▶ Input material:

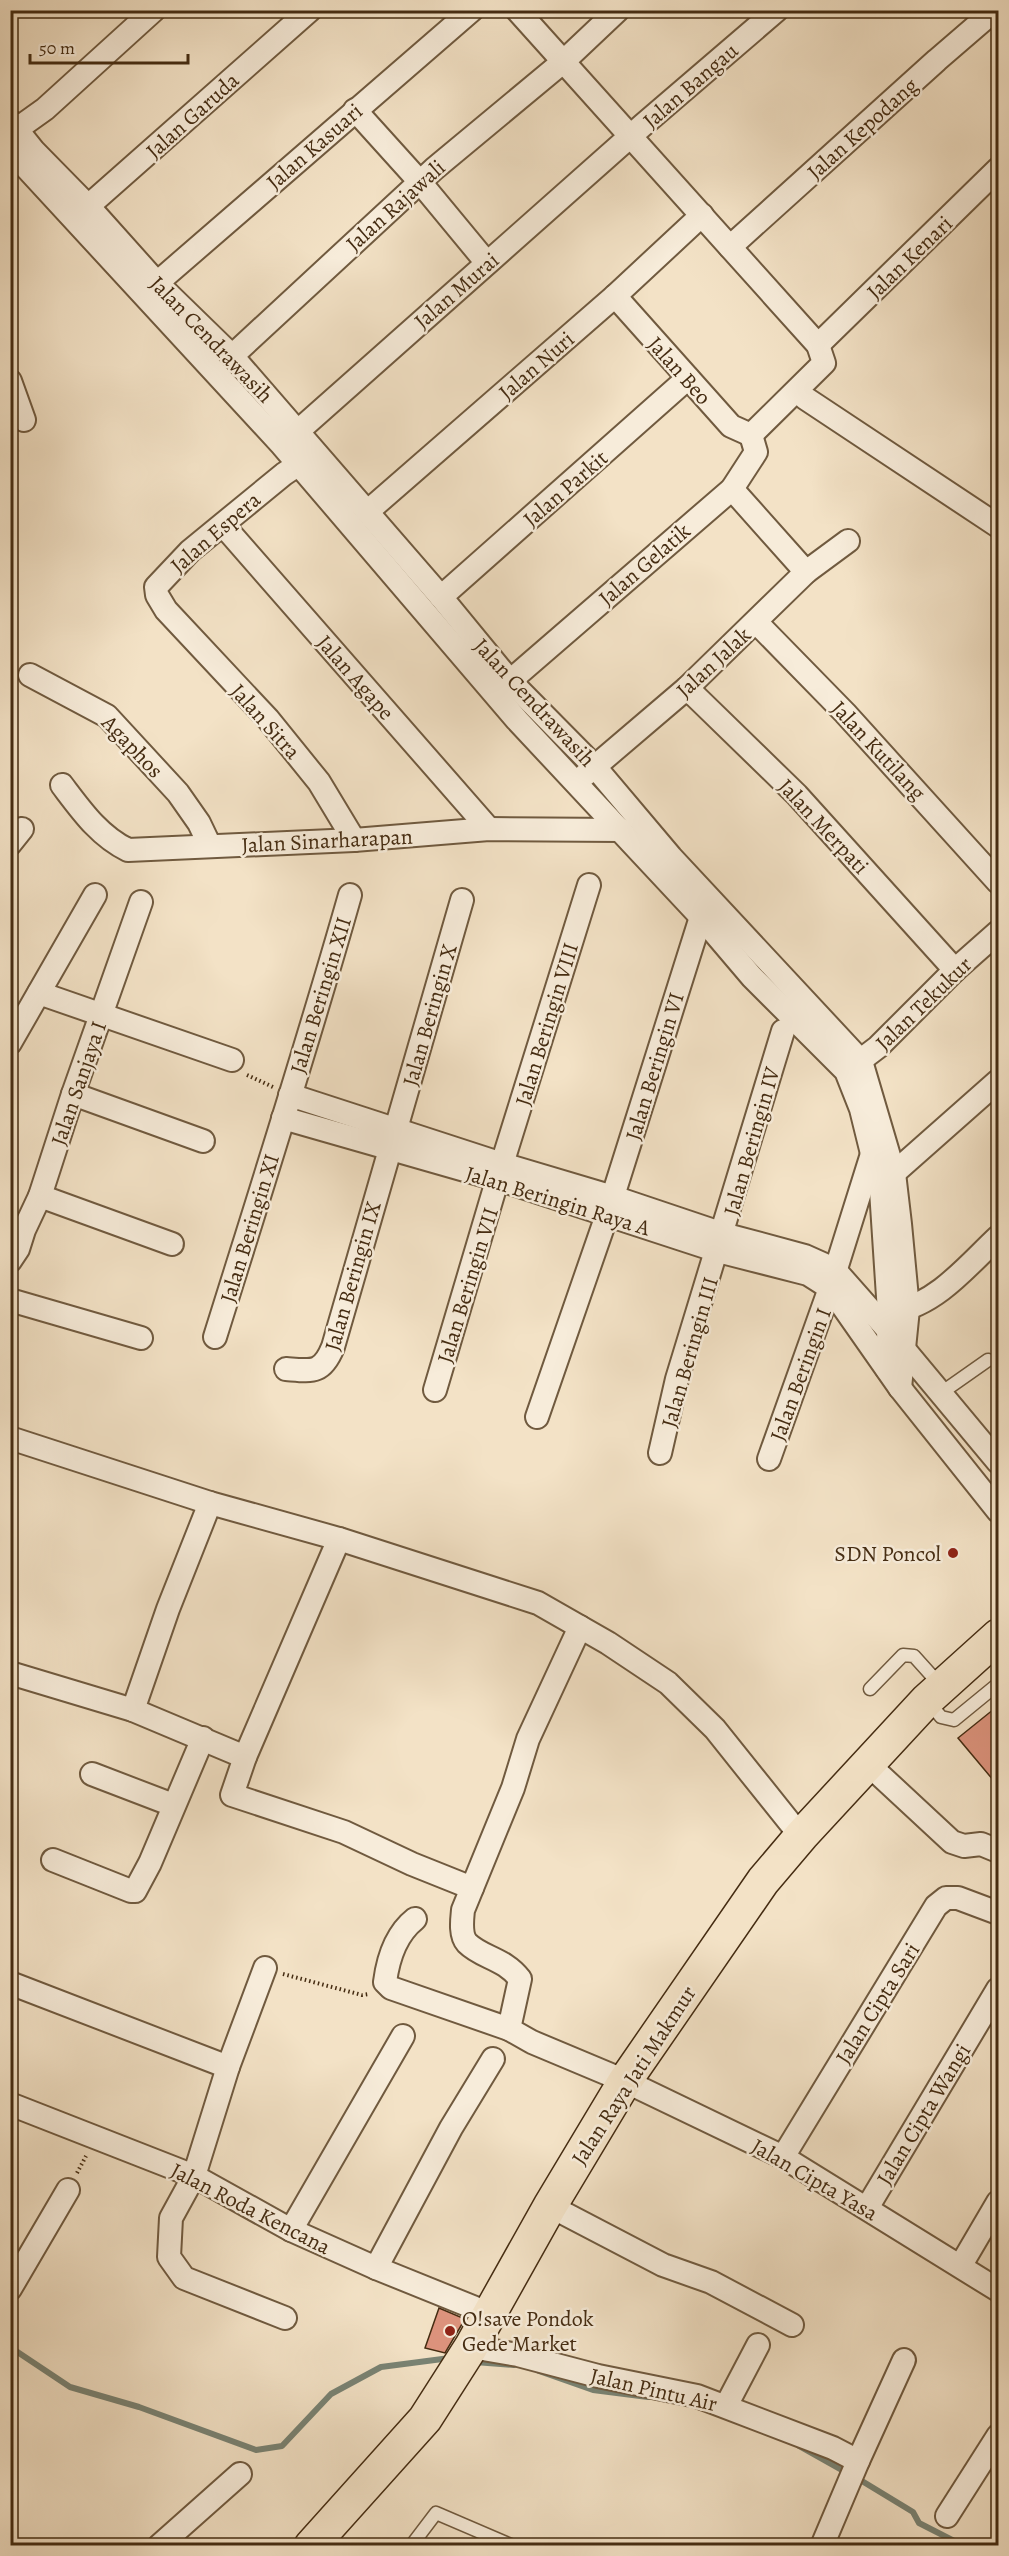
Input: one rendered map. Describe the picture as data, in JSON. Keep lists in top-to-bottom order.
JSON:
{
  "streets": {
    "main road": ["Jalan Raya Jati Makmur"],
    "street": [
      "Jalan Bangau",
      "Jalan Garuda",
      "Jalan Kepodang",
      "Jalan Kasuari",
      "Jalan Rajawali",
      "Jalan Kenari",
      "Jalan Murai",
      "Jalan Cendrawasih",
      "Jalan Nuri",
      "Jalan Beo",
      "Jalan Parkit",
      "Jalan Espera",
      "Jalan Gelatik",
      "Jalan Jalak",
      "Jalan Agape",
      "Jalan Sitra",
      "Agaphos",
      "Jalan Kutilang",
      "Jalan Merpati",
      "Jalan Sinarharapan",
      "Jalan Beringin XII",
      "Jalan Tekukur",
      "Jalan Beringin X",
      "Jalan Beringin VIII",
      "Jalan Beringin VI",
      "Jalan Sanjaya I",
      "Jalan Beringin IV",
      "Jalan Beringin XI",
      "Jalan Beringin IX",
      "Jalan Beringin VII",
      "Jalan Beringin III",
      "Jalan Beringin I",
      "Jalan Cipta Sari",
      "Jalan Cipta Wangi",
      "Jalan Cipta Yasa",
      "Jalan Roda Kencana",
      "Jalan Pintu Air"
    ]
  },
  "crossings": [
    ["Jalan Bangau", "Jalan Murai"],
    ["Jalan Garuda", "Jalan Cendrawasih"],
    ["Jalan Kasuari", "Jalan Cendrawasih"],
    ["Jalan Rajawali", "Jalan Cendrawasih"],
    ["Jalan Kenari", "Jalan Beo"],
    ["Jalan Kenari", "Jalan Gelatik"],
    ["Jalan Murai", "Jalan Cendrawasih"],
    ["Jalan Cendrawasih", "Jalan Nuri"],
    ["Jalan Cendrawasih", "Jalan Parkit"],
    ["Jalan Cendrawasih", "Jalan Espera"],
    ["Jalan Cendrawasih", "Jalan Gelatik"],
    ["Jalan Cendrawasih", "Jalan Jalak"],
    ["Jalan Cendrawasih", "Jalan Sinarharapan"],
    ["Jalan Cendrawasih", "Jalan Tekukur"],
    ["Jalan Cendrawasih", "Jalan Beringin VI"],
    ["Jalan Cendrawasih", "Jalan Beringin I"],
    ["Jalan Nuri", "Jalan Beo"],
    ["Jalan Beo", "Jalan Parkit"],
    ["Jalan Beo", "Jalan Gelatik"],
    ["Jalan Espera", "Jalan Agape"],
    ["Jalan Espera", "Jalan Sitra"],
    ["Jalan Jalak", "Jalan Kutilang"],
    ["Jalan Jalak", "Jalan Merpati"],
    ["Jalan Agape", "Jalan Sinarharapan"],
    ["Jalan Sitra", "Jalan Sinarharapan"],
    ["Agaphos", "Jalan Sinarharapan"],
    ["Jalan Merpati", "Jalan Tekukur"],
    ["Jalan Beringin XII", "Jalan Beringin XI"],
    ["Jalan Beringin X", "Jalan Beringin IX"],
    ["Jalan Beringin VIII", "Jalan Beringin VII"],
    ["Jalan Beringin IV", "Jalan Beringin III"],
    ["Jalan Cipta Sari", "Jalan Cipta Yasa"],
    ["Jalan Raya Jati Makmur", "Jalan Cipta Yasa"],
    ["Jalan Raya Jati Makmur", "Jalan Roda Kencana"],
    ["Jalan Raya Jati Makmur", "Jalan Pintu Air"],
    ["Jalan Cipta Wangi", "Jalan Cipta Yasa"]
  ],
  "places": ["SDN Poncol", "O!save Pondok Gede Market"],
  "scale_bar": "50 m"
}
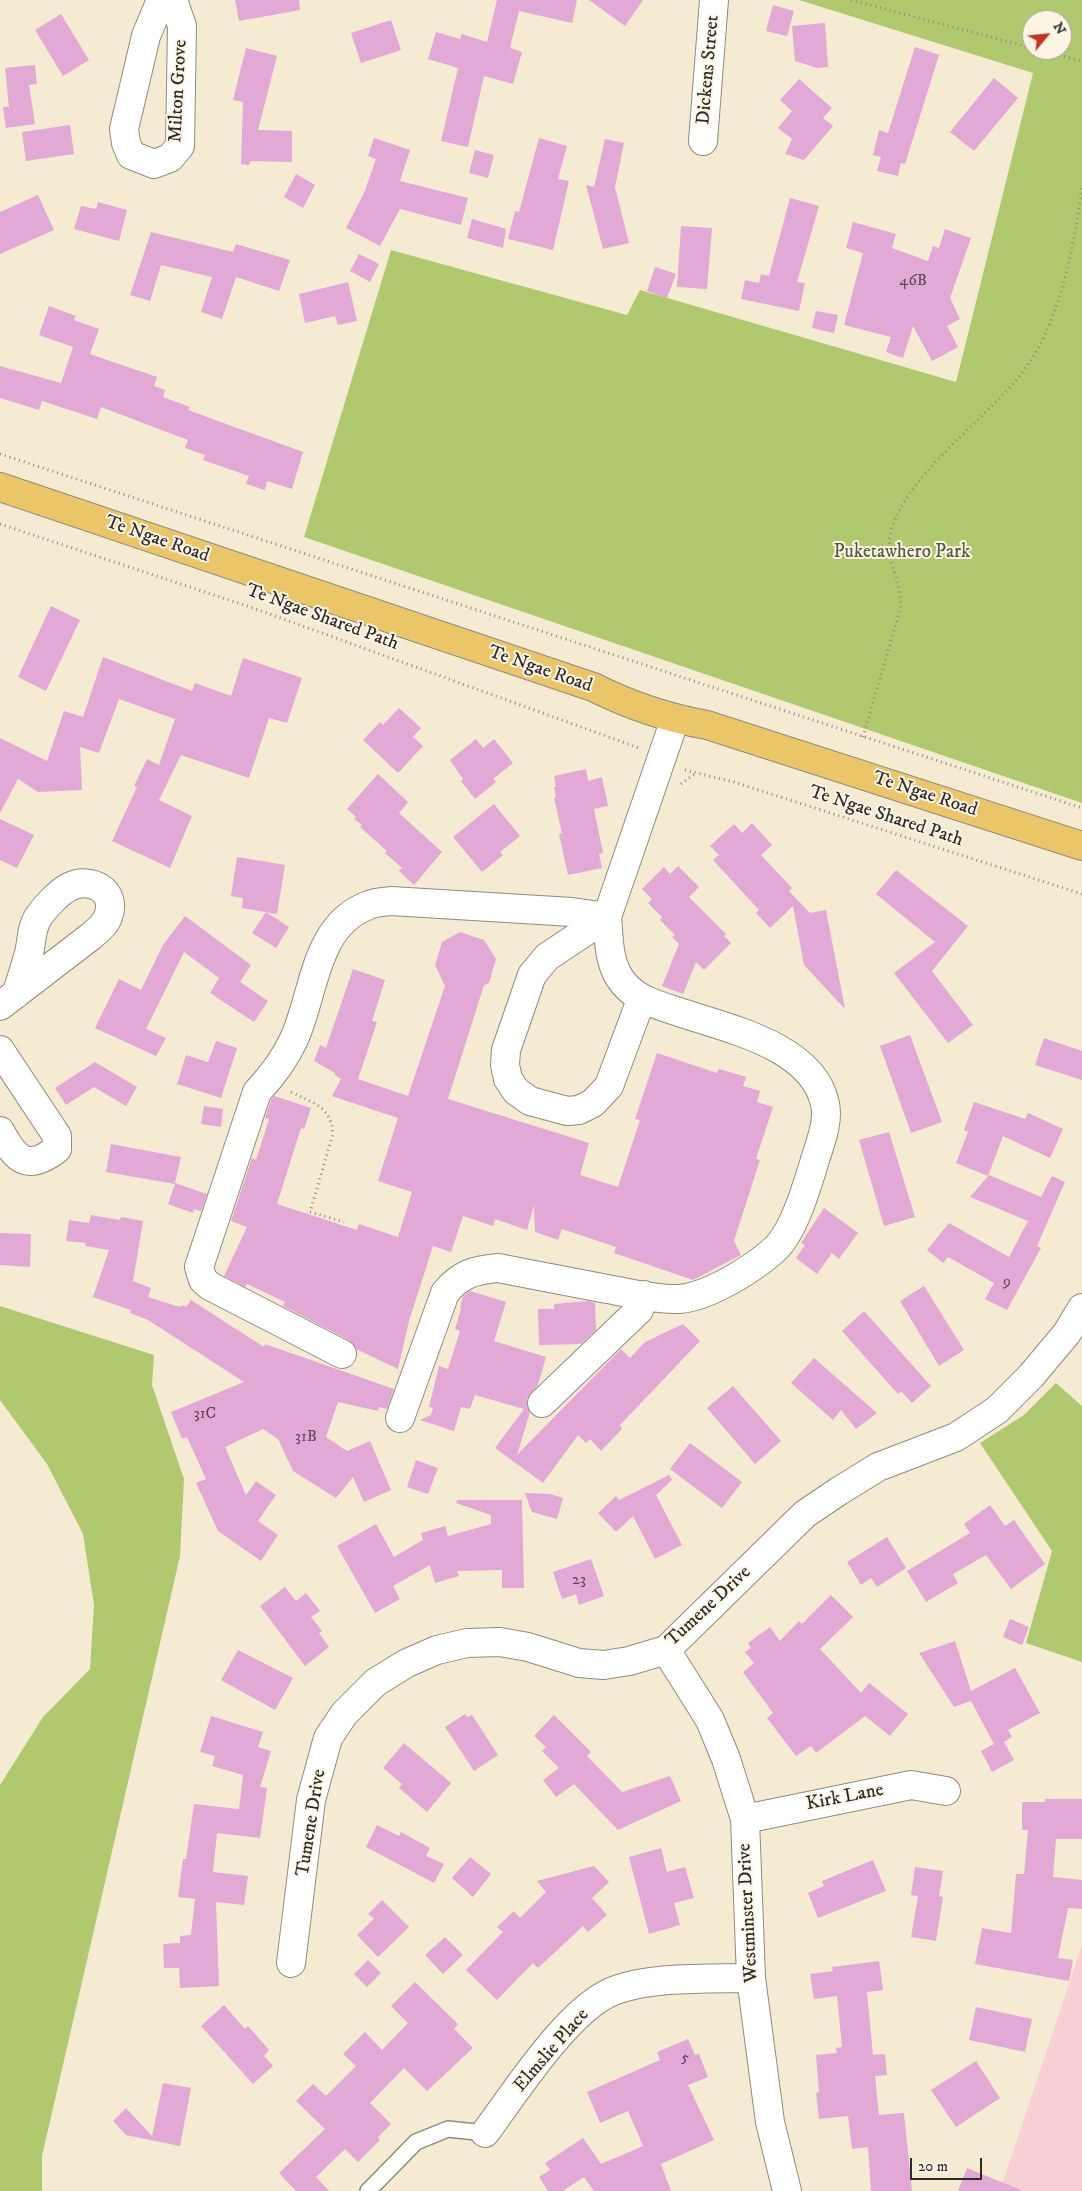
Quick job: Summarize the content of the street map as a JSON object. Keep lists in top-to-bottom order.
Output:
{
  "streets": {
    "highway": ["Te Ngae Road"],
    "street": [
      "Dickens Street",
      "Milton Grove",
      "Tumene Drive",
      "Kirk Lane",
      "Westminster Drive",
      "Elmslie Place"
    ],
    "path": ["Te Ngae Shared Path"]
  },
  "crossings": [
    ["Tumene Drive", "Westminster Drive"],
    ["Kirk Lane", "Westminster Drive"],
    ["Westminster Drive", "Elmslie Place"]
  ],
  "parks": ["Puketawhero Park"],
  "house_numbers": [
    "46B",
    "9",
    "31C",
    "31B",
    "23",
    "5"
  ],
  "scale_bar": "20 m",
  "north": "top right"
}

▶ What the task requires: Lines with the word "Kutilang": copy each one from the data above.

▶ Exercise answer:
      "Jalan Kutilang",
    ["Jalan Jalak", "Jalan Kutilang"],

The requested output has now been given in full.